What this task involves
Lines with the string "without" must each be copied from the listing.

Extracted entries
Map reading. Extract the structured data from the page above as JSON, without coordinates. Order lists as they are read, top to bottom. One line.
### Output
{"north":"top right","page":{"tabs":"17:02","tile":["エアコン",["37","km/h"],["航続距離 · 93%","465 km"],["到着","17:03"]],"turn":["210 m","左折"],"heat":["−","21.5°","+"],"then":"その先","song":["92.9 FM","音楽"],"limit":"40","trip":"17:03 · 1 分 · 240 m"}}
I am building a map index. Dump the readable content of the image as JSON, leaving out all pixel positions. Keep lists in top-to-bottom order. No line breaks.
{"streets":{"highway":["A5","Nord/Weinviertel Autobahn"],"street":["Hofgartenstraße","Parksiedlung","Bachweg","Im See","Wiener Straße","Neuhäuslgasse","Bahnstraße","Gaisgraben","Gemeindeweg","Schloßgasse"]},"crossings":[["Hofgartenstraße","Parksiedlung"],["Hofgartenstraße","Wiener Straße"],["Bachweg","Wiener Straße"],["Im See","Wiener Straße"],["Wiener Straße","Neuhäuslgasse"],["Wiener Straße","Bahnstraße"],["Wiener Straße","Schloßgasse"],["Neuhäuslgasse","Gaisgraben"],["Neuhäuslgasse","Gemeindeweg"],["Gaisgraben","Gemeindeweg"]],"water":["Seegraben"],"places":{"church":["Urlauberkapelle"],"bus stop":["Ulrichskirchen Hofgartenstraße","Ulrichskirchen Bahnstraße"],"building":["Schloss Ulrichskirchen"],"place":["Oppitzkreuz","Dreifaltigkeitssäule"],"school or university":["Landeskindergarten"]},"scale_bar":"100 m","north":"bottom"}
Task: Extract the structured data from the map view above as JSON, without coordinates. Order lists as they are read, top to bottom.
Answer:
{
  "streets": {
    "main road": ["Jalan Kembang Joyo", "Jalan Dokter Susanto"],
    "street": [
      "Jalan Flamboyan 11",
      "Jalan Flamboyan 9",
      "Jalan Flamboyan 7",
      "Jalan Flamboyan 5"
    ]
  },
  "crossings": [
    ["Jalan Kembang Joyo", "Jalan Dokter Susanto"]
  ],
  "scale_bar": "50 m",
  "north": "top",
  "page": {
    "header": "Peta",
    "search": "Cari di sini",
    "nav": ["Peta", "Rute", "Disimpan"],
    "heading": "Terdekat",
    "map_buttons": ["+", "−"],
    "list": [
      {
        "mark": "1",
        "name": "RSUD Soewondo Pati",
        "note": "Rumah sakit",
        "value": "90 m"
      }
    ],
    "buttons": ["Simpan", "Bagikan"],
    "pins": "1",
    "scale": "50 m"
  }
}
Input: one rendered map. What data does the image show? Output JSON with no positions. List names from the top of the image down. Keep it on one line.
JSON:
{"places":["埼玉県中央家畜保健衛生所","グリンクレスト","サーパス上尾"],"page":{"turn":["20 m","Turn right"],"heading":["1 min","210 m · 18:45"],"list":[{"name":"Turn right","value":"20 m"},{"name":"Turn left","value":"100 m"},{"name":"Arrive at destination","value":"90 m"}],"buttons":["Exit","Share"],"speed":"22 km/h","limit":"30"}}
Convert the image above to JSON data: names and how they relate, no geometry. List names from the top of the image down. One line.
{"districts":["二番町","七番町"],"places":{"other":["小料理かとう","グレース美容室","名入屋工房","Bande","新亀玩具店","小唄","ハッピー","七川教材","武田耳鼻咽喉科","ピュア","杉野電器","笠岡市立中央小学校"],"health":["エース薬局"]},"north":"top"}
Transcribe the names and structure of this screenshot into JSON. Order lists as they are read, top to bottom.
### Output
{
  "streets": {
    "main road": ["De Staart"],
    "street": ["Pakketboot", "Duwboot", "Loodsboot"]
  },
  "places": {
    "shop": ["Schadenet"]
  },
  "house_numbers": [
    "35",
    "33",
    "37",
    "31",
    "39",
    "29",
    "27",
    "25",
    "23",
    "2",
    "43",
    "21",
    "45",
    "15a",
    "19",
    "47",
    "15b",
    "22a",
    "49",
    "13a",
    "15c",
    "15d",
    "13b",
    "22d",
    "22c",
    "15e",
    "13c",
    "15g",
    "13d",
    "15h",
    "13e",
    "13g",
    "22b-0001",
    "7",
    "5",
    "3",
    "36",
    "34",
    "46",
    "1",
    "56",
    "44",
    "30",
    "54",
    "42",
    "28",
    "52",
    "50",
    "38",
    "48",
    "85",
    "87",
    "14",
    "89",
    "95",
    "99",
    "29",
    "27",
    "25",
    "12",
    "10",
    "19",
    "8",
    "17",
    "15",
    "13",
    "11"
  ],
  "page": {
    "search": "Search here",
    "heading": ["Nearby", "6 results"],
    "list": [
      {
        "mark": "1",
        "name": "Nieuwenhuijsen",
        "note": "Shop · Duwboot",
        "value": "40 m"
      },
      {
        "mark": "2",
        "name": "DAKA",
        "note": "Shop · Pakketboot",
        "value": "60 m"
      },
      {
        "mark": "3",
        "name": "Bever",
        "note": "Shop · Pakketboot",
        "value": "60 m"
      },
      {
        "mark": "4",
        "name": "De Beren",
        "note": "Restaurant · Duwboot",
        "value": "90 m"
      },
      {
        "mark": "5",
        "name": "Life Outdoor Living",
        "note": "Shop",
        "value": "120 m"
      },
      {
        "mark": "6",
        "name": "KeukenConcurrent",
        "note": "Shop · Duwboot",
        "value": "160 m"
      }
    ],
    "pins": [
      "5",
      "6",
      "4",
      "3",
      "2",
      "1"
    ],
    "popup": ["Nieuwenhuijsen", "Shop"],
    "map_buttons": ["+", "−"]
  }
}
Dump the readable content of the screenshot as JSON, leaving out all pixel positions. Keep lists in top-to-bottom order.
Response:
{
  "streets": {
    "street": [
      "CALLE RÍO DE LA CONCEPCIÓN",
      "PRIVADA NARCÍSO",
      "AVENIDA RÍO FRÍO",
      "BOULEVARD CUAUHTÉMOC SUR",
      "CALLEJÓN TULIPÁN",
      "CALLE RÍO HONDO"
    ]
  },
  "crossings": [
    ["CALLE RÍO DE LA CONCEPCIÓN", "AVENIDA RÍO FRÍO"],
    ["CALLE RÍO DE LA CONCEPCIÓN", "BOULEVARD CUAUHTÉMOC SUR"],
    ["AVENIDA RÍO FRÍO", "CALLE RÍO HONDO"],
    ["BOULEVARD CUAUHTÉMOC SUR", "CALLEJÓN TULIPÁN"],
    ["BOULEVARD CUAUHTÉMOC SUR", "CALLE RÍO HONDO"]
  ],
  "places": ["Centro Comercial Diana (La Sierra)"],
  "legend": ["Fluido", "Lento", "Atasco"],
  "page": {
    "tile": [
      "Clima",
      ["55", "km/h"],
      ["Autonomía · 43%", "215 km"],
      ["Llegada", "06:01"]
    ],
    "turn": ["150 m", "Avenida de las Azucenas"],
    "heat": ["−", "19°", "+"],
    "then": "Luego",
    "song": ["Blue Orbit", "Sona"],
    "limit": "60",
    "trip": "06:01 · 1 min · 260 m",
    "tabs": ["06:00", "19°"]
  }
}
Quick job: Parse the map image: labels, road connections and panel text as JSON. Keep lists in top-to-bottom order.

Result
Map reading. Extract the structured data from the page above as JSON, without coordinates. Order lists as they are read, top to bottom. One line.
Task: Extract the structured data from the map view above as JSON, without coordinates. Order lists as they are read, top to bottom.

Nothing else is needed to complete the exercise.